*** Opening of Provided entries ***

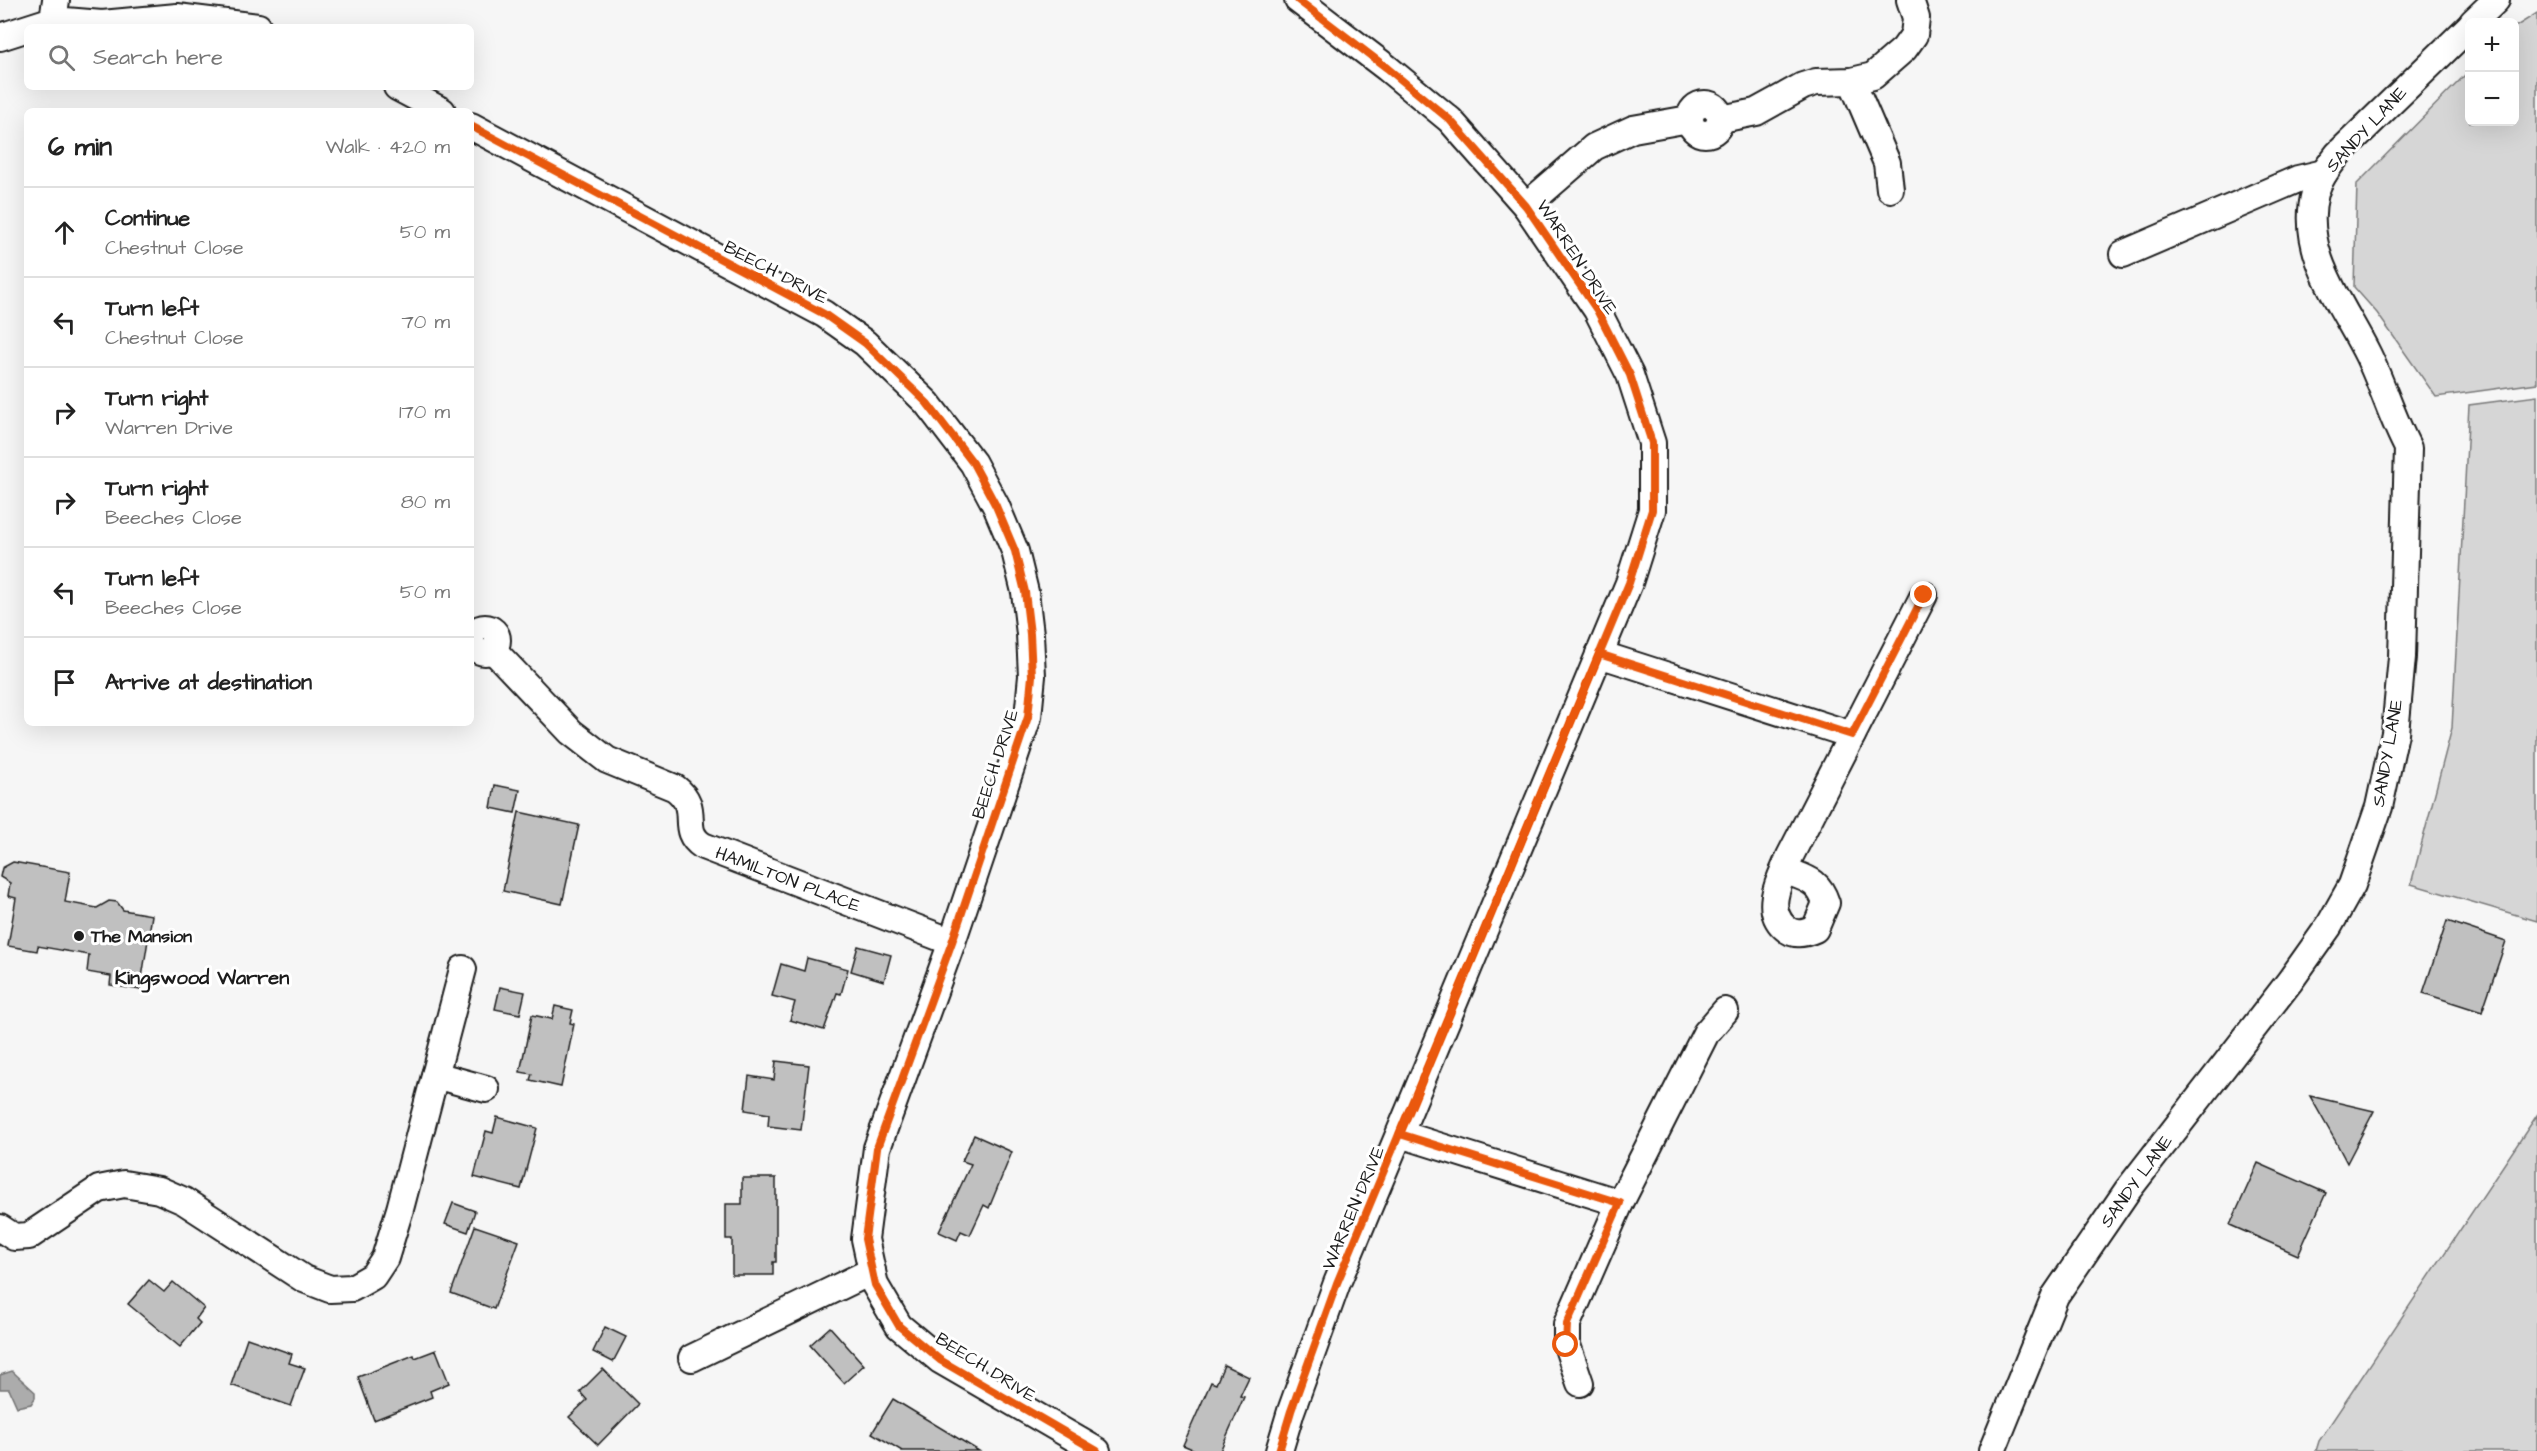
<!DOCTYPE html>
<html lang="en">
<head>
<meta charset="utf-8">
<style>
	:root { --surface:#fff; --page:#f2f2f2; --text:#222; --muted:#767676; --line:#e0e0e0 }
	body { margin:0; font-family:"Architects Daughter",sans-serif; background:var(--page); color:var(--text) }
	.controls { position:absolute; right:18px; top:18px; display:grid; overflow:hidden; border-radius:9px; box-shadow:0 6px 24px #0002 }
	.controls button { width:54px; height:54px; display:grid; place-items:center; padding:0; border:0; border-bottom:2px solid var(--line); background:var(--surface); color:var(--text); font:30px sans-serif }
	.stop { position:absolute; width:18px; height:18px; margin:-14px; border:4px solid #ea580c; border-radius:50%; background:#fff }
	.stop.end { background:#ea580c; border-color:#fff; box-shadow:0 2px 6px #0008 }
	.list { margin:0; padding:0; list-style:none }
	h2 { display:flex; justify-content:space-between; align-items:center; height:78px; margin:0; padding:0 24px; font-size:26px }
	h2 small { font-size:20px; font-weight:400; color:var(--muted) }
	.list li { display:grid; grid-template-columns:39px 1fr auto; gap:18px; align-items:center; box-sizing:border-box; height:90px; padding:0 24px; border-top:2px solid var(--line) }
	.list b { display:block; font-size:22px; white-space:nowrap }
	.list p { margin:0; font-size:20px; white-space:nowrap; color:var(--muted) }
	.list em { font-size:20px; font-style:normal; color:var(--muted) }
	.icon { flex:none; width:33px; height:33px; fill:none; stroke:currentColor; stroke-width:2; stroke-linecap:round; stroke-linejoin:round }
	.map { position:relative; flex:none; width:2537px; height:1451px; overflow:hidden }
	.search { position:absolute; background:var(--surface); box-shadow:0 6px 24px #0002; left:24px; top:24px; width:450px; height:66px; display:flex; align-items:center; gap:15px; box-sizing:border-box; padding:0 21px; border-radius:9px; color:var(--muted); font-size:22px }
	.panel { position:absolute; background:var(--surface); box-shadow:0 6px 24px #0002; left:24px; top:108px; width:450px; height:618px; border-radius:9px }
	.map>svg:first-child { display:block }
	.green { fill:#d6d6d6; stroke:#797979; stroke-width:1.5 }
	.water { fill:#acacac; stroke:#727272; stroke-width:1.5 }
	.building { fill:#c0c0c0; stroke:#1c1c1c; stroke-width:1.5 }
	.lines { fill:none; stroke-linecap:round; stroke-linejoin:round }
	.minor-casing { stroke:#1c1c1c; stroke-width:30 }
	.minor { stroke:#fff; stroke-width:26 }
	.cycleway-casing { stroke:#fff; stroke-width:11 }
	.cycleway { stroke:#e8590c; stroke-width:8 }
	.route { stroke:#ea580c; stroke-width:8 }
	.poi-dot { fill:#1c1c1c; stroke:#fff; stroke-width:2 }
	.labels { text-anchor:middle; stroke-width:6; stroke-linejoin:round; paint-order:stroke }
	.street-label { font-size:18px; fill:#1c1c1c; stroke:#fff }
	.poi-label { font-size:18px; font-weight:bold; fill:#1c1c1c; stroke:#fff; text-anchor:start }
	.neighbourhood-label { font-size:20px; font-weight:bold; fill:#1c1c1c; stroke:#fff }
</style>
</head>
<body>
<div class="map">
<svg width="2537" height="1451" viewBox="0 0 2537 1451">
	<rect width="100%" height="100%" fill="#f6f6f6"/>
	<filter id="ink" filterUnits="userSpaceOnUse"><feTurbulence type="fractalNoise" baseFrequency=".0167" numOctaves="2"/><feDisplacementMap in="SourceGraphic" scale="12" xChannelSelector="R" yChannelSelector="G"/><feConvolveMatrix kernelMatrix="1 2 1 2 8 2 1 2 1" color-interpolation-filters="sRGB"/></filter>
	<g filter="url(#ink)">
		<!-- green -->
		<g class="green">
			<path d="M 2537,13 L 2537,383 L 2436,397 L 2377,313 L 2354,287 L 2357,184 L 2469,71 L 2470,122 L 2514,122 L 2515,27 Z"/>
			<path d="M 2537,396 L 2537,921 L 2411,884 L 2452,728 L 2469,405 Z"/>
			<path d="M 2537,1115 L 2537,1451 L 2316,1451 L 2319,1441 Z"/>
		</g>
		<!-- water -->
		<path class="water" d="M 12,1371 L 35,1392 L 35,1398 L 31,1404 L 17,1407 L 9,1389 L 0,1389 L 0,1375 Z"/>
		<!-- building -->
		<g class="building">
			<path d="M 495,785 L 520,790 L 515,813 L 491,808 Z"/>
			<path d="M 519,812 L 579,825 L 562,904 L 503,891 Z"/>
			<path d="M 13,862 L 70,872 L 65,902 L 97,908 L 109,901 L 117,902 L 123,910 L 152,915 L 140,990 L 110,985 L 111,976 L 87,972 L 89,955 L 38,946 L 37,951 L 8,946 L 16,898 L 8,896 L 10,883 L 0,877 L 2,868 Z"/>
			<path d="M 2447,921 L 2506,941 L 2482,1012 L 2423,993 Z"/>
			<path d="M 858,946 L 891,955 L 884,981 L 851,971 Z"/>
			<path d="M 807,958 L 848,969 L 841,994 L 837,993 L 824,1030 L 790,1020 L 795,1002 L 772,996 L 781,964 L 804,971 Z"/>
			<path d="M 500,987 L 525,992 L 520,1014 L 495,1009 Z"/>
			<path d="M 555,1006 L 573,1010 L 570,1023 L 574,1024 L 561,1087 L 530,1080 L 532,1074 L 520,1072 L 532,1015 L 552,1019 Z"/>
			<path d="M 776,1061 L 809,1065 L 801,1130 L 768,1126 L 769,1114 L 745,1110 L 749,1076 L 774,1080 Z"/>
			<path d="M 2310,1096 L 2374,1111 L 2347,1163 L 2336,1142 Z"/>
			<path d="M 497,1117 L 537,1128 L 521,1189 L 474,1177 L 486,1131 L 493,1133 Z"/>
			<path d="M 974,1135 L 1012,1152 L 989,1208 L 984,1205 L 970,1235 L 961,1231 L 957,1240 L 939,1232 L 971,1164 L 962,1161 Z"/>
			<path d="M 2258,1163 L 2326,1193 L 2298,1255 L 2230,1225 Z"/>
			<path d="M 742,1178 L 776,1178 L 776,1262 L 773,1262 L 773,1275 L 732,1275 L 732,1239 L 726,1239 L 726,1204 L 742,1204 Z"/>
			<path d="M 453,1203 L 475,1211 L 468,1232 L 445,1224 Z"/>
			<path d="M 475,1226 L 519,1241 L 494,1309 L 451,1293 Z"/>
			<path d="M 149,1280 L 164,1292 L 173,1282 L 204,1308 L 196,1319 L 200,1323 L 180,1347 L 128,1304 Z"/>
			<path d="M 605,1327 L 626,1337 L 613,1362 L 593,1352 Z"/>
			<path d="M 830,1327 L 864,1365 L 844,1383 L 810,1345 Z"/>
			<path d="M 247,1338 L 292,1354 L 289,1363 L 305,1368 L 291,1406 L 231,1385 Z"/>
			<path d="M 436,1350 L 449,1383 L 430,1391 L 432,1397 L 374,1420 L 358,1377 L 414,1355 L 415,1358 Z"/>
			<path d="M 1224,1365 L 1249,1377 L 1240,1396 L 1244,1397 L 1220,1451 L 1197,1451 L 1183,1445 L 1211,1382 L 1216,1384 Z"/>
			<path d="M 603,1369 L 638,1404 L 598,1445 L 569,1417 L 587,1400 L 580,1392 Z"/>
			<path d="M 893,1399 L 979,1451 L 902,1451 L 872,1433 Z"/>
		</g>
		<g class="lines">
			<!-- minor casing -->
			<g class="minor-casing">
				<g id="minor">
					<path d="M 56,0 L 53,20 L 102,24 L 177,17 L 258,27"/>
					<path d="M 2473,22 L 2496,0"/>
					<path d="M 0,37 L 53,20"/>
					<path d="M 1852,81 L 1887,163 L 1890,189"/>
					<path d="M 397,87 L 442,111"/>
					<circle cx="1705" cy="119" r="15"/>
					<path d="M 1721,119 L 1756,112 L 1803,86 L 1816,82 L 1852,81 L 1873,76 L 1904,49 L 1914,35 L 1916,18 L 1910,0"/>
					<path d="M 471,126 L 824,314 L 865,343 L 927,403 L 973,463 L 996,506 L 1015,551 L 1025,592 L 1030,634 L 1032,676 L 1028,717 L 952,942 L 877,1148 L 865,1239 L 875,1285 L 899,1326 L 940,1360 L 1097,1451"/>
					<path d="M 1526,206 L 1594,147 L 1633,129 L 1689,119"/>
					<path d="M 2123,254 L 2298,179 L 2324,173"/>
					<circle cx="485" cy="640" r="12"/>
					<path d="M 493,650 L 571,732 L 607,760 L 675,788 C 703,809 677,829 703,846 L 952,942"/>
					<path d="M 1599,654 L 1852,735"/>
					<path d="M 1784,870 C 1806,879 1818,879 1826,903 L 1815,929 C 1804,934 1793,936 1784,927 C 1763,907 1781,878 1790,856 L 1924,595"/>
					<path d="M 435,1075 L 486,1089"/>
					<path d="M 1400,1134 L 1620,1203"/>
					<path d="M 0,1228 L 14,1237 L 29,1236 L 99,1189 L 124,1184 L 159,1190 L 184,1201 L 304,1279 L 330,1289 L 352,1288 L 373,1276 L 385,1258 L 400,1209 L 463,969"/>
					<path d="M 692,1358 L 872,1271"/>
					<path d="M 1580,1383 L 1567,1345 L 1567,1324 L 1620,1203 L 1706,1033 L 1725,1011"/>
					<path d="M 1279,1451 L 1291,1411 L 1337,1283 L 1629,583 L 1652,510 L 1652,443 L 1630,375 L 1597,310 L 1526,206 L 1450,120 L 1387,68 L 1298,0"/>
					<path d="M 1992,1451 L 2055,1296 L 2127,1191 L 2290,981 L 2329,926 L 2352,885 L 2379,807 L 2395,733 L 2402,657 L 2408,448 C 2392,418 2383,386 2368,355 C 2344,306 2299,252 2315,193 C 2319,178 2329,166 2338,154 L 2470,26"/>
				</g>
			</g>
			<!-- minor -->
			<use href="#minor" class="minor"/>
			<!-- cycleway casing -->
			<g class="cycleway-casing">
				<g id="cycleway">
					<path d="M 471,126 L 824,314 L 865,343 L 927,403 L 973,463 L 996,506 L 1015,551 L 1025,592 L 1030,634 L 1032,676 L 1028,717 L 952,942 L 877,1148 L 865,1239 L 875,1285 L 899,1326 L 940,1360 L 1097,1451"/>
					<path d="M 1279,1451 L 1291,1411 L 1337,1283 L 1629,583 L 1652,510 L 1652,443 L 1630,375 L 1597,310 L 1526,206 L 1450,120 L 1387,68 L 1298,0"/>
				</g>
			</g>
			<!-- cycleway -->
			<use href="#cycleway" class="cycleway"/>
		</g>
	</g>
	<g class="lines" filter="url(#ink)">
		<!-- route -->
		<path class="route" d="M 1566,1345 L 1567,1324 L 1620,1203 L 1400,1134 L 1599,654 L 1852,735 L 1924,595"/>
	</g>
	<!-- markers -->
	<circle class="poi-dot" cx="79" cy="936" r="6"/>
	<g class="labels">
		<!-- street labels -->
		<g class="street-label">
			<text transform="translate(2366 129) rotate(-47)" y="6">SANDY LANE</text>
			<text transform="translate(1577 257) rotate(57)" y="6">WARREN DRIVE</text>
			<text transform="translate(776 272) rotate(28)" y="6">BEECH DRIVE</text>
			<text transform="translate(2387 753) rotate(-80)" y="6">SANDY LANE</text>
			<text transform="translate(995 764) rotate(-72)" y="6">BEECH DRIVE</text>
			<text transform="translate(788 879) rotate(21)" y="6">HAMILTON PLACE</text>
			<text transform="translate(2136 1181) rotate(-54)" y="6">SANDY LANE</text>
			<text transform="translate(1353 1208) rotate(-67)" y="6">WARREN DRIVE</text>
			<text transform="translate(986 1367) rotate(32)" y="6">BEECH DRIVE</text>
		</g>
		<!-- poi labels -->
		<g class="poi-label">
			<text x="91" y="942">The Mansion</text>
		</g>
		<!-- neighbourhood labels -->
		<g class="neighbourhood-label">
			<text x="202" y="984">Kingswood Warren</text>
		</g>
	</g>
</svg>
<div class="controls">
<button>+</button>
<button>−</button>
</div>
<div class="stop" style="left:1566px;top:1345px"></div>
<div class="stop end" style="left:1924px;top:595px"></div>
<div class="search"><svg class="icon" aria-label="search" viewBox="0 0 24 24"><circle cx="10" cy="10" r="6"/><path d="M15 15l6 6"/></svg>Search here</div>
<section class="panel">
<h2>6 min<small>Walk · 420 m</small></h2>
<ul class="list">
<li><svg class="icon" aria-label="ahead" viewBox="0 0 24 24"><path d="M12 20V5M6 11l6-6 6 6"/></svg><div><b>Continue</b><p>Chestnut Close</p></div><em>50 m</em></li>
<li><svg class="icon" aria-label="left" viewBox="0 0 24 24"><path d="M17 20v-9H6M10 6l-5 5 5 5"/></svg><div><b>Turn left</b><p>Chestnut Close</p></div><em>70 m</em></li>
<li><svg class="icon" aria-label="right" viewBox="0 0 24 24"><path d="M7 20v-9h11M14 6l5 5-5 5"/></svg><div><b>Turn right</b><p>Warren Drive</p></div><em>170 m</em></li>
<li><svg class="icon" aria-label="right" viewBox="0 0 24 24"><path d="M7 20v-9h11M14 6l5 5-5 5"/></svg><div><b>Turn right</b><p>Beeches Close</p></div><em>80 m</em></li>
<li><svg class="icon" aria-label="left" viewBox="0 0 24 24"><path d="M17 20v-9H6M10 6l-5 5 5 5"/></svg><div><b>Turn left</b><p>Beeches Close</p></div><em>50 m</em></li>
<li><svg class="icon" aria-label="arrive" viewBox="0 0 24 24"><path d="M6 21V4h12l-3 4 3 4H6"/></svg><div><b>Arrive at destination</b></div></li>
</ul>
</section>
</div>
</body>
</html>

*** Close of Provided entries ***

__Exercise objective__. The lines holding the string "sans" are what is needed from the material above.

__Solution to this task__.
	body { margin:0; font-family:"Architects Daughter",sans-serif; background:var(--page); color:var(--text) }
	.controls button { width:54px; height:54px; display:grid; place-items:center; padding:0; border:0; border-bottom:2px solid var(--line); background:var(--surface); color:var(--text); font:30px sans-serif }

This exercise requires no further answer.